** DATA EXTRACTS **

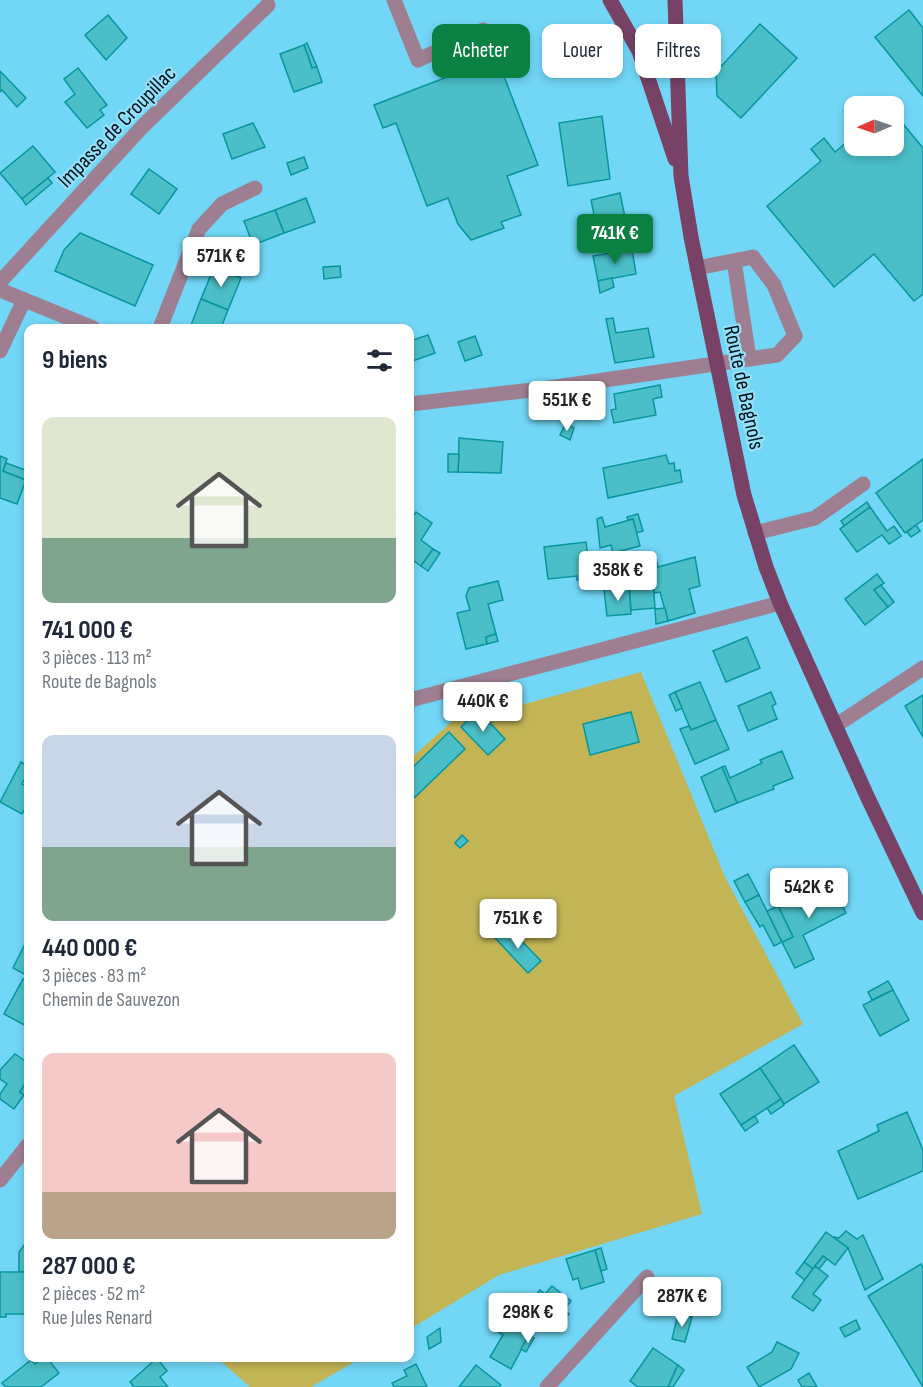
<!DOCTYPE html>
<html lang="fr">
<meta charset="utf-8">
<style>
body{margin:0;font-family:"Sofia Sans Condensed",sans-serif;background:#f6f6f7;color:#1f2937;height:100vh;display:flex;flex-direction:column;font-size:22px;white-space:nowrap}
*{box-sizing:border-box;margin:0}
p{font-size:20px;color:#747a83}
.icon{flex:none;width:33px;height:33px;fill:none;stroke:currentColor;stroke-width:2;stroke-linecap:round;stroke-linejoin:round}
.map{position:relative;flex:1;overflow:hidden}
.details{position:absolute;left:24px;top:324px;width:390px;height:1038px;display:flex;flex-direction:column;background:#fff;border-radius:12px;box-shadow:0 3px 9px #0003}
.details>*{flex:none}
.hud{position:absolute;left:432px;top:24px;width:400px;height:54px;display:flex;gap:12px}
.needle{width:39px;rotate:268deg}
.tools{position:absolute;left:844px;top:96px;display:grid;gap:12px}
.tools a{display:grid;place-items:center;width:60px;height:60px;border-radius:12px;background:#fff;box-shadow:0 3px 9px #0003;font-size:30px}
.price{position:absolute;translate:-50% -51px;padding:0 14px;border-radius:6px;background:#fff;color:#222;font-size:20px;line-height:39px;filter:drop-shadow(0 2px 3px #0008)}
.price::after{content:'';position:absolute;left:50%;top:36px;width:18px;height:14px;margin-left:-9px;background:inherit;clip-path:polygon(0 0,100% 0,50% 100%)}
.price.active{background:#0b8043;color:#fff}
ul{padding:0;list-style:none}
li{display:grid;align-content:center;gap:12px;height:318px;padding:0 18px}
li span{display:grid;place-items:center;height:186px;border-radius:12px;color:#555}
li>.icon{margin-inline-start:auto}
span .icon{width:108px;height:108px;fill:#fffc;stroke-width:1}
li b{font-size:26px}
h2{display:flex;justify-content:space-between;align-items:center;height:72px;padding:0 18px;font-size:26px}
.chip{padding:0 21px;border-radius:12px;background:#fff;box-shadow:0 3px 9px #0003;font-size:21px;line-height:54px}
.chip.active{background:#0b8043;color:#fff}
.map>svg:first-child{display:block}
.green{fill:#c3b556}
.building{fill:#4abfc7;stroke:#07969e;stroke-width:1.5}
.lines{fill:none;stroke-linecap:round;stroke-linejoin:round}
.minor{stroke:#9e7f92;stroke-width:15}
.major{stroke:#774265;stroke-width:15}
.labels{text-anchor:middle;stroke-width:4.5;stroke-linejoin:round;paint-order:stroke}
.street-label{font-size:22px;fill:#00131a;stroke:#94e0fa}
</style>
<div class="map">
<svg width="923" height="1387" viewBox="0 0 923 1387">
<rect width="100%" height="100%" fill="#72d6f6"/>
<g class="green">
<path d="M641,672l84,205 78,147 -129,72 28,118 -203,61 -89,54v-570l67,-60 18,1 8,10z"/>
<path d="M217,1358h144l-50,29h-61z"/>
</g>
<g class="building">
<path d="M909,10l14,18v68l-48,-59z"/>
<path d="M108,15l19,23 -21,22 -21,-25z"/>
<path d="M760,24l37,34 -56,60 -24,-22 -1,-24z"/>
<path d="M307,43l10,24 -5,1 -8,-23z"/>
<path d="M304,45l8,23 5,-1 5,15 -28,10 -14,-38z"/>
<path d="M497,58l41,107 -31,11 14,39 -20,7 3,6 -33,12 -13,-16 -10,-26 -21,8 -31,-83 -13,5 -9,-23z"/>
<path d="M78,68l29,37 -7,5 4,5 -17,13 -22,-26 10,-8 -11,-15z"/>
<path d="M0,71l26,27 -9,9 -15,-17 -2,2z"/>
<path d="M894,113l29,35v146l-9,7 -40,-47 -40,33 -67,-81 54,-45 -10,-12 13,-11 11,14 20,-17v11h39z"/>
<path d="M602,116l8,63 -42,7 -9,-63z"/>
<path d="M253,123l12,24 -33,12 -9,-25z"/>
<path d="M33,146l22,26 -33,27 -22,-26z"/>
<path d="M304,157l4,11 -17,7 -4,-12z"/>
<path d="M149,169l28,20 -18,25 -28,-20z"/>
<path d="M48,178l4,5 -26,22 -4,-6z"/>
<path d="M620,193l7,34 -29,7 -7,-34z"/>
<path d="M306,198l9,24 -31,11 -9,-23z"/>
<path d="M275,210l9,23 -31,12 -9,-24z"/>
<path d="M80,233l73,32 -18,41 -80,-35 9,-21z"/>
<path d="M596,239l2,12 -6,1 -3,-12z"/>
<path d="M632,249l4,25 -38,7 -5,-25z"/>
<path d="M340,266l1,11 -17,2 -1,-12z"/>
<path d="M214,267l27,11 -13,32 -27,-11z"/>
<path d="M612,278l2,9 -14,6 -2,-12z"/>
<path d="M201,299l27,11 -7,18h-31z"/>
<path d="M613,318l3,15 32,-5 6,29 -39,6 -9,-44z"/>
<path d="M410,329l3,11 15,-5 7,18 -25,9z"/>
<path d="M475,336l7,19 -17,6 -7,-19z"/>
<path d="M660,385l2,12 -9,2 3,16 -42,8 -3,-13 5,-1 -2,-15z"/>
<path d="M566,423l8,5 -4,12 -10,-5z"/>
<path d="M459,438l44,4 -2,31 -43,-1z"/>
<path d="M448,454h11l-1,18h-10z"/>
<path d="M666,455l3,9 5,-1 1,8 5,-1 2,12 -74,16 -5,-30z"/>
<path d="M0,456l7,3 -4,12 23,9 -9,24 -17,-6z"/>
<path d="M923,459v61l-18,13 -29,-40z"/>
<path d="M6,463l22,8 -2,9 -23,-9z"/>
<path d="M867,502l3,5 -26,19 -3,-5z"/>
<path d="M870,507l17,24 7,-5 7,10 -12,8 -7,-9 -25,17 -17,-23z"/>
<path d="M416,512l16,11 -11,17 12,9 -12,17 -11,-8v-37z"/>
<path d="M638,514l5,17 -7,2 -3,-14 -5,1 -1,-3z"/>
<path d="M602,517l3,10 28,-8 7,27 -27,7 -2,-8 -11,3 -3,-29z"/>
<path d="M916,525l4,6 -9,6 -4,-5z"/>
<path d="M586,542l5,37 -14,1v-4l-29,3 -4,-32z"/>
<path d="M433,549l7,4 -12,18 -7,-5z"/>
<path d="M695,557l5,29 -11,3 6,24 -27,8 -8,-29 -6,1 -2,-32 4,-1 2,7z"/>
<path d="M877,574l7,9 -10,7 14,17 -23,18 -20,-26z"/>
<path d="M498,581l5,19 -15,4 8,30 -10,3 1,7 -21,5 -9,-36 13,-3 -4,-14 3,-8z"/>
<path d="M653,582l2,26 -24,2 -2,-26z"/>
<path d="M881,585l13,17 -6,5 -14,-17z"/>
<path d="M629,588l2,26 -24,2 -3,-26z"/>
<path d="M665,608l3,13 -12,3 -1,-15z"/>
<path d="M496,634l2,7 -11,3 -1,-7z"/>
<path d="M747,637l13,31 -34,14 -13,-31z"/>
<path d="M700,682l16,38 -25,10 -16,-38z"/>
<path d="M675,692l7,16 -6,3 -7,-16z"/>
<path d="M771,692l5,12 -4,2 5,13 -29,12 -10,-25z"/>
<path d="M923,695v42l-18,-31z"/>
<path d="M478,710l27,29 -17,16 -27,-28z"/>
<path d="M631,712l8,30 -49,13 -7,-31z"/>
<path d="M716,720l13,29 -34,15 -15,-35 9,-3 2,4z"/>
<path d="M449,732l16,17 -52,50 -3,-4v-25z"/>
<path d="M782,751l11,27 -20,8 1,3 -37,14 -15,-36 3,-1 5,12 32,-15 -2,-3z"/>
<path d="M21,762l7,4v6l-6,12 6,3v16l-6,11 -22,-12z"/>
<path d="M722,767l15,36 -22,9 -14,-35z"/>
<path d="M462,835l6,6 -8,7 -5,-5z"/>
<path d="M748,874l11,21 -14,7 -11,-21z"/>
<path d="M830,881l16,32 -43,22 11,24 -19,9 -13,-26 11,-5 -15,-31z"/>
<path d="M759,895l23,47 -8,4 -11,-21 -3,2 -15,-25z"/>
<path d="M778,906l15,31 -11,5 -15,-31z"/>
<path d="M507,926l34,35 -13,12 -33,-35z"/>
<path d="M26,942l2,1v33l-15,-8z"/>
<path d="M23,979l5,2v46l-24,-13z"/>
<path d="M888,981l5,9 -21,10 -4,-8z"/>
<path d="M893,990l16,30 -29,16 -17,-31z"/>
<path d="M794,1045l25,37 -35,22 -24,-36z"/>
<path d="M15,1054l13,9v16l-8,13 4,3 -10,14 -14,-10v-5l7,-10 -7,-5v-9z"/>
<path d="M760,1068l21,31 -40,26 -21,-31z"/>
<path d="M28,1079v10l-4,6 -4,-3z"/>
<path d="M781,1099l3,6 -13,9 -4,-6z"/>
<path d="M907,1112l16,38v21l-65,28 -20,-48 41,-20 -2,-6z"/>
<path d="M755,1116l3,6 -13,9 -4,-6z"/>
<path d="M846,1231l11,8 6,-4 20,44 -18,11 -17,-42 -15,-11 6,1z"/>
<path d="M826,1232l22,16 -13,17 -12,-9 -10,13 -9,-7z"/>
<path d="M28,1240v32h-9v-20z"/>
<path d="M601,1248l6,21 -6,2 -6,-21z"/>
<path d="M595,1250l9,32 -23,7 -3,-11 -5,2 -7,-21z"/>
<path d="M823,1256l4,3 -8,10 -4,-3z"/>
<path d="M804,1262l9,7 -8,11 -9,-7z"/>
<path d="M921,1264l2,3v120l-55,-91z"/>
<path d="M815,1266l13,10 -15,18 8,6 -8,11 -21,-14z"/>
<path d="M0,1272h28l-1,42h-21v3h-6z"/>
<path d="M552,1286l19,15 -21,27 -24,-21 14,-17 5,4z"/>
<path d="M564,1310l5,4 -13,17 -6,-3z"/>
<path d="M501,1313l12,8 -2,4 18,10 -18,34 -21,-12 13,-22 -11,-7z"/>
<path d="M678,1314l14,3 -7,25 -13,-3z"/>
<path d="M856,1320l4,9 -15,8 -5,-9z"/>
<path d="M440,1328l1,14 -12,7 -2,-12z"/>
<path d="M529,1335l5,3 -8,14 -5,-3z"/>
<path d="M777,1342l22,11 -8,16 -32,18 -12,-20 25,-15z"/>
<path d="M653,1348l25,17 -10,22h-30l-8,-6z"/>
<path d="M43,1358h4l12,15 -18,14h-35l-4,-4 29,-23 4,4z"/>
<path d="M157,1358l10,13 -7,6 8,10h-34l-4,-5z"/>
<path d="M416,1364l11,23h-33l-2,-4 15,-7 -3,-6z"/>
<path d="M476,1365l25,20 -2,2h-40z"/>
<path d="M678,1365l6,5 -11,17h-5z"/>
<path d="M809,1373l8,14h-15l-4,-7z"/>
</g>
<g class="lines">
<g class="minor">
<path d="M394,0l24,60 65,-30 19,13"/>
<path d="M734,261l15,97"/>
<path d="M0,282l143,-156 125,-121"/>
<path d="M0,290l93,38"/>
<path d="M160,328l39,-99 23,-25 33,-16"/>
<path d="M0,351l24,-51"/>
<path d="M410,404l139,-16 228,-33 18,-19 -21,-51 -21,-28 -56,11"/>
<path d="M755,533l60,-15 48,-34"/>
<path d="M410,700l370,-97"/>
<path d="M835,726l88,-58"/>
<path d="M0,1180l28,-35"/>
<path d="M547,1387l100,-110"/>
</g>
<g class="major">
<path d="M610,0l29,51 36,108"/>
<path d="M675,0l6,176 10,61 53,258 22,72 14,36 87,193 56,117"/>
</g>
</g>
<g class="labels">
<g class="street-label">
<text transform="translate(116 126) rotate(-46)" y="8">Impasse de Croupillac</text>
<text transform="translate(745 387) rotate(78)" y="8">Route de Bagnols</text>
</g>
</g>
</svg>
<div class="tools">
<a><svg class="needle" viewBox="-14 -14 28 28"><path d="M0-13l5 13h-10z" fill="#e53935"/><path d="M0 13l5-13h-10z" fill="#747a83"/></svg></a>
</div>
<b class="price active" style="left:615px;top:265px">741K €</b>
<b class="price" style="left:221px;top:288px">571K €</b>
<b class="price" style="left:567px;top:432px">551K €</b>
<b class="price" style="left:618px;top:602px">358K €</b>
<b class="price" style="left:483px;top:733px">440K €</b>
<b class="price" style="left:809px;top:919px">542K €</b>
<b class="price" style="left:518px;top:950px">751K €</b>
<b class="price" style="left:682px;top:1328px">287K €</b>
<b class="price" style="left:528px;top:1344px">298K €</b>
<div class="hud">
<a class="chip active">Acheter</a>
<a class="chip">Louer</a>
<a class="chip">Filtres</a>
</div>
<section class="details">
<h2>9 biens<svg class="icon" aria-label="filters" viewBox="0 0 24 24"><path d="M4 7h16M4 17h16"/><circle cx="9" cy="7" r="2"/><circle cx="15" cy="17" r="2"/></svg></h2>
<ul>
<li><span style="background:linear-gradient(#dfe7d0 65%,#7fa58c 0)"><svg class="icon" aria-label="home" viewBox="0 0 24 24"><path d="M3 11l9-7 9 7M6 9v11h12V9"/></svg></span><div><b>741 000 €</b><p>3 pièces · 113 m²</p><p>Route de Bagnols</p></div></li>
<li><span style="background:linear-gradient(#c9d6e8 60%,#7fa58c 0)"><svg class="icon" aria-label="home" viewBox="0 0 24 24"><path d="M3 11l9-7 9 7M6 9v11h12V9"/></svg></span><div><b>440 000 €</b><p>3 pièces · 83 m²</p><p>Chemin de Sauvezon</p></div></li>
<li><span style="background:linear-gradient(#f6c9c9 75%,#b9a48a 0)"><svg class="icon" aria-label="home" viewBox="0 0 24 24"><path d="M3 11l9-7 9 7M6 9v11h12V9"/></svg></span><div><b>287 000 €</b><p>2 pièces · 52 m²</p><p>Rue Jules Renard</p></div></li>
</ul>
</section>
</div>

** EXERCISE DIRECTIONS **
Look through the records for the string "position". Copy every line that has it.

** EXERCISE OUTPUT **
.map{position:relative;flex:1;overflow:hidden}
.details{position:absolute;left:24px;top:324px;width:390px;height:1038px;display:flex;flex-direction:column;background:#fff;border-radius:12px;box-shadow:0 3px 9px #0003}
.hud{position:absolute;left:432px;top:24px;width:400px;height:54px;display:flex;gap:12px}
.tools{position:absolute;left:844px;top:96px;display:grid;gap:12px}
.price{position:absolute;translate:-50% -51px;padding:0 14px;border-radius:6px;background:#fff;color:#222;font-size:20px;line-height:39px;filter:drop-shadow(0 2px 3px #0008)}
.price::after{content:'';position:absolute;left:50%;top:36px;width:18px;height:14px;margin-left:-9px;background:inherit;clip-path:polygon(0 0,100% 0,50% 100%)}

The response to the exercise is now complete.